Jonas Barandun Lab

In our research group we are using a combination of in vivo assays, biochemistry and cryo-electron microscopy to study macromolecular complexes of specialized pathogenic organisms. We would like to understand the molecular basis of essential pathways in pathogens and uncover unique structural determinants that could serve as novel targets for antibiotics.

Visualizing unique molecular machines important for the infection process 

An intracellular lifestyle is a common strategy for parasites as it provides many advantages such as availability of nutrients and evasion of the host immune system. This strategy is used by prokaryotic and eukaryotic parasites causing a wide range of diseases. Some pathogens have evolved unique and highly specialized molecular systems that allow them to infect, persist, hide and multiply within a host cell.

We are particularly interested in highly divergent and specialized pathogens that have unique ways to infect host cells.
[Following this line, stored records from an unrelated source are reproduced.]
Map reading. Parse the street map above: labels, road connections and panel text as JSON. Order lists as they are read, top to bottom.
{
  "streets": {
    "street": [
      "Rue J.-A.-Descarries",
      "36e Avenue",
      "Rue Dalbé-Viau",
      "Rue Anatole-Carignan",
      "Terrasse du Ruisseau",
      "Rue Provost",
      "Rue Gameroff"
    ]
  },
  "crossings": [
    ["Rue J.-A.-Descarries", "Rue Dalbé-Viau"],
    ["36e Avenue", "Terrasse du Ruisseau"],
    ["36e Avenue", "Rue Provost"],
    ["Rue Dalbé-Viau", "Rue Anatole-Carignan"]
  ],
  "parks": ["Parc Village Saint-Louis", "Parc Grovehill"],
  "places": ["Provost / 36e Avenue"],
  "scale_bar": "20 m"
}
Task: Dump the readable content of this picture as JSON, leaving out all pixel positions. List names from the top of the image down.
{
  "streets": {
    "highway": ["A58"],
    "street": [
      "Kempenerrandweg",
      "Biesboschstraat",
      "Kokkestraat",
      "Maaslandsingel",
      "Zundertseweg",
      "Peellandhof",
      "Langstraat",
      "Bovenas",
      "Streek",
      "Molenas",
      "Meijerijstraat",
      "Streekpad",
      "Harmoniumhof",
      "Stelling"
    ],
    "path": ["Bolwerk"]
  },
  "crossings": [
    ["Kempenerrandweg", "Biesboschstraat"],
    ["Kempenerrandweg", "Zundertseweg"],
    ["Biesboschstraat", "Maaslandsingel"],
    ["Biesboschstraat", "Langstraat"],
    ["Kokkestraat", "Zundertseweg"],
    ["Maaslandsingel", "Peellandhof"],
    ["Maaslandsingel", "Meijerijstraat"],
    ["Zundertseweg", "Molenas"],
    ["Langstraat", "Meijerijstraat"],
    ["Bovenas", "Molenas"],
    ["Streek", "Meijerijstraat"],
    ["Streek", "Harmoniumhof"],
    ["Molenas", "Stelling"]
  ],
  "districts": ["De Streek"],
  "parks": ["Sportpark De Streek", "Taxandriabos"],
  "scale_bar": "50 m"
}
We aim to identify and characterize these processes and provide a molecular and structural basis of specialized infection mechanisms.

Organism specific elements in universally conserved assemblies

Many molecular machines are conserved in all living organisms. The ribosome, for example, is responsible for almost all protein synthesis on earth and essential in all living organisms. This importance is highlighted by the fact that numerous antibiotics target this essential macromolecular RNA-protein assembly. Despite their highly conserved central role in all cells, ribosomes of different organisms are diverse in terms of their complex structural composition.

We would like to learn how evolution has shaped the structure and composition of the ribosome in highly divergent and understudied organisms and characterize pathogen-specific differences. Further, we would like to learn if these differences require an organism-specific assembly process and provide a structural basis of ribosome biogenesis (see figure below) in pathogenic organisms.